Submitted by sdrealtor on June 11, 2022 - 2:56pm.

Coronita wrote:
sdrealtor wrote:
deadzone wrote:
sdrealtor wrote:
My friends kids around the country dont seem to have issues buying homes

So I guess student debt isn't really a hindrance after all.

Not when you have parents that paid for your college. My daughter is taking out loans so learns about borrowing and being responsible to do well so she can pay them back. After graduation at dinner I’ll hand her an envelope and tell her to tear it up. Once she does and asks what it was I’ll let her know they were paid off for her. Part of the process

Shit, you are a genius. I think I'll do the same thing....

I think its important they learn about borrowing early and feel invested int he process of their education. I also cant wait to see her face when I tell her what she just tore up:)

Submitted by deadzone on June 11, 2022 - 6:25pm.

Coronita wrote:
deadzone wrote:
Read Mortgage News Daily, maybe you'll learn something about the MBS market. Friday was brutal.

"The average lender increased 30yr fixed rates by at least a quarter of a point (0.25%). That's only happened 4 other times since our daily record keeping began in 2009, and 3 of those were during the once-in-a-lifetime volatility that followed the onset of the pandemic. That made this the 4th worst week since 2009 as well."
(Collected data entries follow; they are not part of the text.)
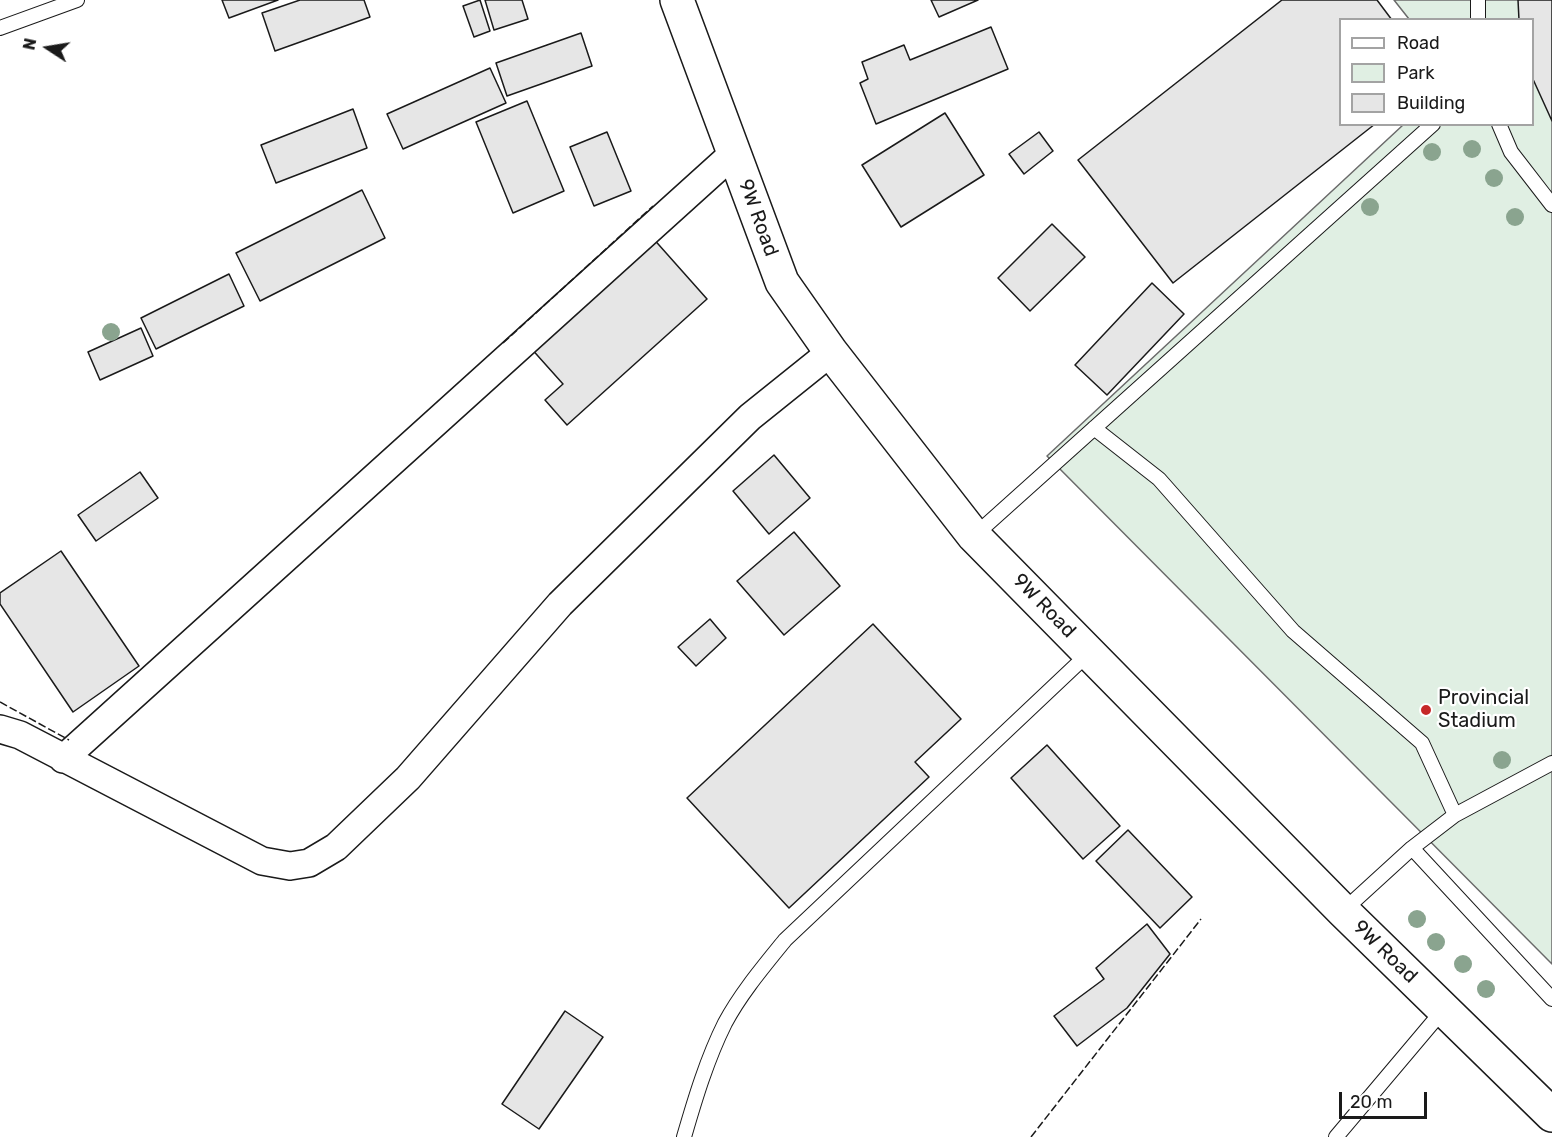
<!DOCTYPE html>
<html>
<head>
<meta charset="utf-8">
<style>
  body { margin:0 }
  #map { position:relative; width:1552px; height:1137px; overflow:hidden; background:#fff; font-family:Rubik,sans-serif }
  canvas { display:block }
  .legend { position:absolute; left:1339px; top:18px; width:195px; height:108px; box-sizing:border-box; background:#fff; border:2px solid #a3a3a3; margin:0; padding:8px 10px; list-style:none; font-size:18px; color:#1a1a1a }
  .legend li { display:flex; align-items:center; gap:12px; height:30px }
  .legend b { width:30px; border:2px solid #a3a3a3 }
  .north { position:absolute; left:18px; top:18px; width:60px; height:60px; -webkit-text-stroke:4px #fff; paint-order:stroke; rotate:282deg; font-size:16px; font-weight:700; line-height:24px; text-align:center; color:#1a1a1a }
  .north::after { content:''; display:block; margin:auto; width:21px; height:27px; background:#1a1a1a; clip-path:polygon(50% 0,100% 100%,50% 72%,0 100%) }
  .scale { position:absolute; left:1339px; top:1092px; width:88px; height:27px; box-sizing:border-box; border:3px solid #1a1a1a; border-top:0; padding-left:8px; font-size:18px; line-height:21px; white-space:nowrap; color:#1a1a1a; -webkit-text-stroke:4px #fff; paint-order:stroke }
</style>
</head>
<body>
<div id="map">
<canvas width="1552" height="1137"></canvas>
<ul class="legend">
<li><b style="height:8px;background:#fff"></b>Road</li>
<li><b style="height:16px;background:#e0efe3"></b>Park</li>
<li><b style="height:16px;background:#e6e6e6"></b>Building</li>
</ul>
<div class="north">N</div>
<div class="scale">20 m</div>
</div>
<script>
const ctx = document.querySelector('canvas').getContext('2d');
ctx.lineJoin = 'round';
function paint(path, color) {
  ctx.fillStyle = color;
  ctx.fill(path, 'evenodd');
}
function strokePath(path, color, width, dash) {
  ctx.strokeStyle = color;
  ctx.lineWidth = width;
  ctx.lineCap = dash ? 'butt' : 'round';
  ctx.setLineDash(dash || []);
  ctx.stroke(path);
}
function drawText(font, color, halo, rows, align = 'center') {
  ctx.font = font + ' Rubik,sans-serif';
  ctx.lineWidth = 4.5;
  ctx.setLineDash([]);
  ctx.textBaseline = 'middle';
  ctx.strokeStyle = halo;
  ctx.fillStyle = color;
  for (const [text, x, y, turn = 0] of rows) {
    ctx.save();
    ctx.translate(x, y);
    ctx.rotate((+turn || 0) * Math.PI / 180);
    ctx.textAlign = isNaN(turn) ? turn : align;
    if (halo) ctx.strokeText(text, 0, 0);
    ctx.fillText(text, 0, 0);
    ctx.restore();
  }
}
const green = new Path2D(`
  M1394,0H1552V964L1047,456L1403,125L1532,124V20L1409,19Z`);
const building = new Path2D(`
  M222,0H278L229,18Z
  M300,0H364L370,17L275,51L262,13Z
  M480,0L490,31L474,37L463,6Z
  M485,0H522L528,19L494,30Z
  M931,0H978L939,17Z
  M1282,0H1377L1392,20H1340V124H1375L1173,283L1078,160Z
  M1518,0H1552V121L1532,77V20H1519Z
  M991,27L1008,69L876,124L860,83L868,79L862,62L904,45L910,60Z
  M581,33L592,66L507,96L496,63Z
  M490,68L506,103L403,149L387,114Z
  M527,101L564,191L513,213L476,122Z
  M353,109L367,148L276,183L261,145Z
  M945,113L984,175L901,227L862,165Z
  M607,132L631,191L594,206L570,147Z
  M1039,132L1053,151L1024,174L1009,154Z
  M362,190L385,238L260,301L236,253Z
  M1052,224L1085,257L1030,311L998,278Z
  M651,236L707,299L567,425L545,400L563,384L529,346Z
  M229,274L244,306L156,349L141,318Z
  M1152,283L1184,314L1107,395L1075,365Z
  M141,328L153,356L100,380L88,352Z
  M774,455L810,498L769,534L733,491Z
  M140,472L158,498L96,541L78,515Z
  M794,532L840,586L784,635L737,581Z
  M61,551L139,666L73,712L0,604V593Z
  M710,619L726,638L696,666L678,647Z
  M873,624L961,719L915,762L929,777L789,908L687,798Z
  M1047,745L1120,826L1083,859L1011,778Z
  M1128,830L1192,897L1160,928L1096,861Z
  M1147,924L1170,954L1127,1008L1077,1046L1054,1016L1104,979L1096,968Z
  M565,1011L603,1037L539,1129L502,1104Z`);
const service = new Path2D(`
  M1478,0V20
  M0,28L77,0
  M1499,124L1511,152L1552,205
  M1094,428L1159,479L1293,631L1422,743L1455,815
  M974,536L1433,124
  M1412,848L1552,999
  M1343,911L1412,848L1455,815L1552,763
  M684,1137C695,1099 707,1059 725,1023C741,993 764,966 785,940L1089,653
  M1336,1137L1444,1009`);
const minor = new Path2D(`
  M0,729L20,735L262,861L290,866L309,863L336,847L408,778L560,604L750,417L831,352
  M63,759L734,153`);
const primary = new Path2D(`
  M677,0L782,282L831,352L974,536L1343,911L1552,1115`);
const fence = new Path2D(`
  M503,343L653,206
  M0,702L69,740
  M1031,1137L1201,919`);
const trees = [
  [1472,149],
  [1432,152],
  [1494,178],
  [1370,207],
  [1515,217],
  [111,332],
  [1502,760],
  [1417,919],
  [1436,942],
  [1463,964],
  [1486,989]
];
const markers = [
  [1426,710,6,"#c62828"]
];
const streetNames = [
  ["9W Road",758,218,70],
  ["9W Road",1044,606,46],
  ["9W Road",1385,952,44]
];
const poiNames = [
  ["Provincial",1438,698],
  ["Stadium",1438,721]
];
paint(green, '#e0efe3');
strokePath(green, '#6a6a6a', 1.5);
paint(building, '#e6e6e6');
strokePath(building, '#1a1a1a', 1.5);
strokePath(service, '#1a1a1a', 16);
strokePath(minor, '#1a1a1a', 30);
strokePath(primary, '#1a1a1a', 36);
strokePath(service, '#fff', 14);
strokePath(minor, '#fff', 27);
strokePath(primary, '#fff', 33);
strokePath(fence, '#1a1a1a', 1.5, [8, 3]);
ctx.fillStyle = '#8aa48f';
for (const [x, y] of trees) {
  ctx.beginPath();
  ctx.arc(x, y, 9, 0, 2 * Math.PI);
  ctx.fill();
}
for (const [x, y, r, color] of markers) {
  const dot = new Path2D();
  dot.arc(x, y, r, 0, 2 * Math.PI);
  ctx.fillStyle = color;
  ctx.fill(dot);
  strokePath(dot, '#fff', 2);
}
drawText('20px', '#1a1a1a', '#fff', streetNames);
drawText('20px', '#1a1a1a', '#fff', poiNames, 'left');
</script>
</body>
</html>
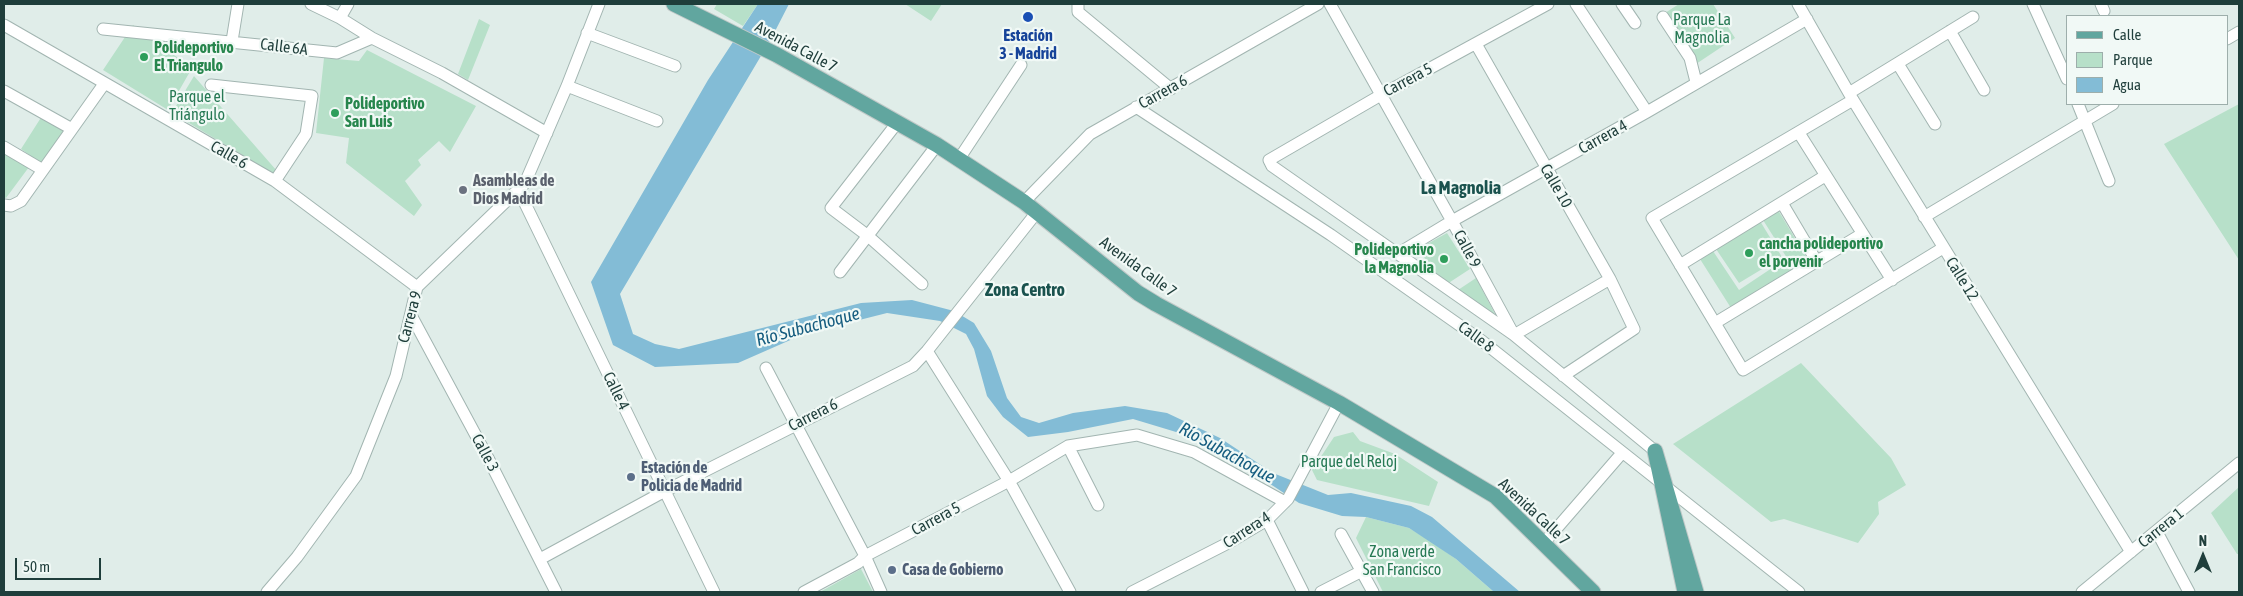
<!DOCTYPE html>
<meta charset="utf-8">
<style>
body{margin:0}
#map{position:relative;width:2243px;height:596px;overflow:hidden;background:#e0ede9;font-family:"Asap Condensed",sans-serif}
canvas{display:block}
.frame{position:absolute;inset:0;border:5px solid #1f3e3b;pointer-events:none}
.legend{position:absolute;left:2066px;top:15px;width:162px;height:90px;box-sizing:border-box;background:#f1f9f6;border:1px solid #9daeab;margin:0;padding:6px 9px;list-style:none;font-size:15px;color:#1f3e3b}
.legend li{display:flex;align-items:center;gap:10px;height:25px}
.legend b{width:25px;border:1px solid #9daeab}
.north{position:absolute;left:2178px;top:531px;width:50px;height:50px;-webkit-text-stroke:4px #f1f9f6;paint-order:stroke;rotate:0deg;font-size:14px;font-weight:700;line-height:20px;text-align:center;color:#1f3e3b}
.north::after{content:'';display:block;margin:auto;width:18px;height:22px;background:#1f3e3b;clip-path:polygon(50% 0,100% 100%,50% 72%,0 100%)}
.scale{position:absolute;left:15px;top:558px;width:86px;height:22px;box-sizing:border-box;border:2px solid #1f3e3b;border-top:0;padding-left:6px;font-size:15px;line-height:18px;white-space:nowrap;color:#1f3e3b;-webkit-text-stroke:4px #f1f9f6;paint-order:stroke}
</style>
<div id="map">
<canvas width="2243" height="596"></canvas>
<div class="frame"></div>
<ul class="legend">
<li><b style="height:6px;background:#61a69f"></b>Calle</li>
<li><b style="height:14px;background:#b7e0c9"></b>Parque</li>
<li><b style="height:14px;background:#83bcd6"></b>Agua</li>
</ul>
<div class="north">N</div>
<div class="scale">50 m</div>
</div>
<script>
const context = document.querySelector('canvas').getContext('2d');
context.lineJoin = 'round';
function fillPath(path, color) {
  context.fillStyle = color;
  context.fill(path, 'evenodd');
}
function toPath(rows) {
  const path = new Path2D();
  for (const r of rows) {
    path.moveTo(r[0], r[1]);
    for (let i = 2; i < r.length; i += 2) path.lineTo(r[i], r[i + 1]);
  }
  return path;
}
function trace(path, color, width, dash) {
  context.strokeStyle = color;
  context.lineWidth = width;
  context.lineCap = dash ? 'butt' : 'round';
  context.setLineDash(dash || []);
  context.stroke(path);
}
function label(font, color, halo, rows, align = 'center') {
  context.font = font + ' "Asap Condensed",sans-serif';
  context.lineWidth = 4.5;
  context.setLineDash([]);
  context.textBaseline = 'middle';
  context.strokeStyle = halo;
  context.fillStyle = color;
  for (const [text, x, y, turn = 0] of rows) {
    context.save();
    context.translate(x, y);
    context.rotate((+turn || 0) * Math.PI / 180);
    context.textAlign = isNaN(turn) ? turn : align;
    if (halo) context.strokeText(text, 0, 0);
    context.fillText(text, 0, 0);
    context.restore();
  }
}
fillPath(toPath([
 [717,4,758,4,743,26,714,9],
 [905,4,942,4,931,21],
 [1679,4,1713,4,1735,38,1696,64,1665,13],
 [479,19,490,25,468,80,458,74],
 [133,25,192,68,168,110,103,70],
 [367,50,476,106,450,152,439,141,418,160,421,165,405,181,422,205,414,216,346,163,349,138,316,133,324,58,359,61],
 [194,76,277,171,274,174,184,120,173,111],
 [2239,104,2239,260,2164,144],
 [42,116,66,129,42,164,21,149],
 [4,151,29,167,6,198,4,197],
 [1778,210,1808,260,1731,308,1700,259,1713,251,1739,290,1787,258,1763,220],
 [1760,221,1782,257,1739,283,1716,249],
 [1447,233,1470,269,1444,286,1418,249],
 [1476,278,1496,316,1458,290],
 [1801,363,1891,458,1906,485,1878,502,1879,514,1858,543,1784,519,1771,522,1673,444],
 [1353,432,1360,441,1395,454,1438,482,1429,506,1317,480,1312,470,1334,437],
 [2239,487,2239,554,2237,554,2211,513],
 [1366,517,1409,528,1432,542,1456,559,1494,592,1383,592,1356,538],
 [861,569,873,592,820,592]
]), '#b7e0c9');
fillPath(toPath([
 [758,4,789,4,771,39,620,294,633,334,655,344,679,349,861,303,912,300,954,311,974,323,991,351,1007,398,1021,417,1039,423,1073,413,1125,406,1167,413,1220,438,1273,473,1328,495,1351,493,1411,506,1432,517,1520,592,1494,592,1456,559,1409,528,1366,517,1342,516,1299,503,1243,466,1186,435,1133,419,1068,432,1028,437,1003,417,987,396,974,349,966,334,940,321,887,313,804,334,738,363,655,367,613,345,591,282,708,80]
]), '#83bcd6');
const minor = toPath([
 [311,4,340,18,372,38,442,73,547,133],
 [1078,4,1078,12,1171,89],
 [1330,4,1452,221,1514,335,1655,451],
 [1576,4,1647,112],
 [1622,4,1635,23],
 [1798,4,1853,100,2131,552],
 [2033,4,2067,79],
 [2101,4,2104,11],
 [1663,17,1690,58,1696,82],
 [340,18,348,4],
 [4,25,275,181,417,287],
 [103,29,337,53,372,38],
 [1950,31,1984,90],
 [587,33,675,66],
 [2227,39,2239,32],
 [232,41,238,4],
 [1476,44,1610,279,1634,329,1563,376],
 [1898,64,1935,124],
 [211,85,312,96,306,134,275,181],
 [567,86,657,121],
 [4,91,72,129],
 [1849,93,1973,17],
 [1853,100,1652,218,1743,370,1943,248],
 [2078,104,2109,181],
 [1136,107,1331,235,1482,341,1799,592],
 [897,123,831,208,868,236,922,284],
 [1799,133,1892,280],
 [4,147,43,170],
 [959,159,1021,65],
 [518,189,714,592],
 [1024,202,1090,134,1318,4],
 [1782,203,1817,262],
 [4,205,11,206,21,201,104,84],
 [1924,217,2113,104],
 [1399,253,1452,221,1647,112,1807,19],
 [1680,265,1825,176],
 [840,272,937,145],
 [411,315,488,458,556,592],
 [1715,323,1862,234],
 [1514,335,1272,166,1269,160,1381,95,1548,4],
 [1514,335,1610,279],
 [927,351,1009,481,1070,592],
 [766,368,865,556,881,592],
 [1068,446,1098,505],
 [1267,520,1303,592],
 [2157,532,2189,592],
 [1341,534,1373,592],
 [1544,543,1622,453],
 [540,559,665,491,913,366,927,351,1037,212],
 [267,592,297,557,356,476,396,376,417,287,525,183,567,86,599,4],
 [804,592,858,563,865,556,1009,481,1068,446,1137,435,1194,452,1285,502],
 [1132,592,1230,542,1267,520,1288,499,1339,403],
 [1321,592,1362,571],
 [2082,592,2239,463]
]);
const major = toPath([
 [674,4,777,55,937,145,1024,202,1138,293,1156,304,1339,403,1495,496,1593,592],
 [1685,592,1655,451,1696,592]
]);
trace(minor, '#a2b5b1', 13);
trace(major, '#c0c9c8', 17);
trace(minor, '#fff', 11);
trace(major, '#61a69f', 15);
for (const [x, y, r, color] of [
 [1028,17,6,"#1a4fb4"],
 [144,57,5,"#2e9e5b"],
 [335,113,5,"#2e9e5b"],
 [463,190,5,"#6b7280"],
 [1749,253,5,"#2e9e5b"],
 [1444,259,5,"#2e9e5b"],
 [631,477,5,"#5c6f8a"],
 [892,570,5,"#5c6f8a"]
]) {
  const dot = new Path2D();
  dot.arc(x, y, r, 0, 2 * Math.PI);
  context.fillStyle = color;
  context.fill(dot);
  trace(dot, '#f1f9f6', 2);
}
label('16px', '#267954', '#f1f9f6', [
 ["Parque La",1702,20],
 ["Magnolia",1702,38],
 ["Parque el",197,97],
 ["Triángulo",197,115],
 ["Parque del Reloj",1349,462],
 ["Zona verde",1402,552],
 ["San Francisco",1402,570]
]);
label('bold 16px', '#164399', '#f1f9f6', [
 ["Estación",1028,36],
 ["3 - Madrid",1028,54]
]);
label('16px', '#1f3e3b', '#f1f9f6', [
 ["Calle 6A",284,47,7],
 ["Avenida Calle 7",796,47,28],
 ["Carrera 5",1408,80,-28],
 ["Carrera 6",1163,92,-29],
 ["Carrera 4",1603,137,-29],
 ["Calle 6",229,155,30],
 ["Calle 10",1556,186,60],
 ["Calle 9",1467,249,62],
 ["Avenida Calle 7",1138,267,36],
 ["Calle 12",1962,279,58],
 ["Carrera 9",410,317,-75],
 ["Calle 8",1476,337,36],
 ["Calle 4",616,391,64],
 ["Carrera 6",813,415,-27],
 ["Calle 3",485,453,62],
 ["Avenida Calle 7",1534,512,43],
 ["Carrera 5",936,519,-28],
 ["Carrera 1",2161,528,-39],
 ["Carrera 4",1247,530,-33]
]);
label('bold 16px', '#27864d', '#f1f9f6', [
 ["Polideportivo",154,48],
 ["El Triangulo",154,66],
 ["Polideportivo",345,104],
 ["San Luis",345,122],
 ["cancha polideportivo",1759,244],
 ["el porvenir",1759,262],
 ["Polideportivo",1434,250,"right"],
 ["la Magnolia",1434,268,"right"]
], 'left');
label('bold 16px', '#5b616d', '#f1f9f6', [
 ["Asambleas de",473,181],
 ["Dios Madrid",473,199]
], 'left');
label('bold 16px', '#4e5e75', '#f1f9f6', [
 ["Estación de",641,468],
 ["Policia de Madrid",641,486],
 ["Casa de Gobierno",902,570]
], 'left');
label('bold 18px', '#1a524e', '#f1f9f6', [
 ["La Magnolia",1461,188],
 ["Zona Centro",1025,290]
]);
label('italic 18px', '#155c7f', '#f1f9f6', [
 ["Río Subachoque",808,327,-15],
 ["Río Subachoque",1227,453,29]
]);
</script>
Yes , so? And how is this affect my bottom line or yours?

Why does it always have to be about you, or me? There is an entire world out there, and it doesn't revolve around you!

Mortgage market tanking, interest rates going up at a faster rate than any time in history, obviously is a pre-cursor to a housing crash. You own a lot of real estate so this will affect you whether you want to accept it or not. The corresponding equities crash will definitely affect your 401K in a negative way too. Or just ignore it and keep dollar cost averaging. I don't care if it affects you or not, but stop trying to argue that it isn't going to affect a lot of other people.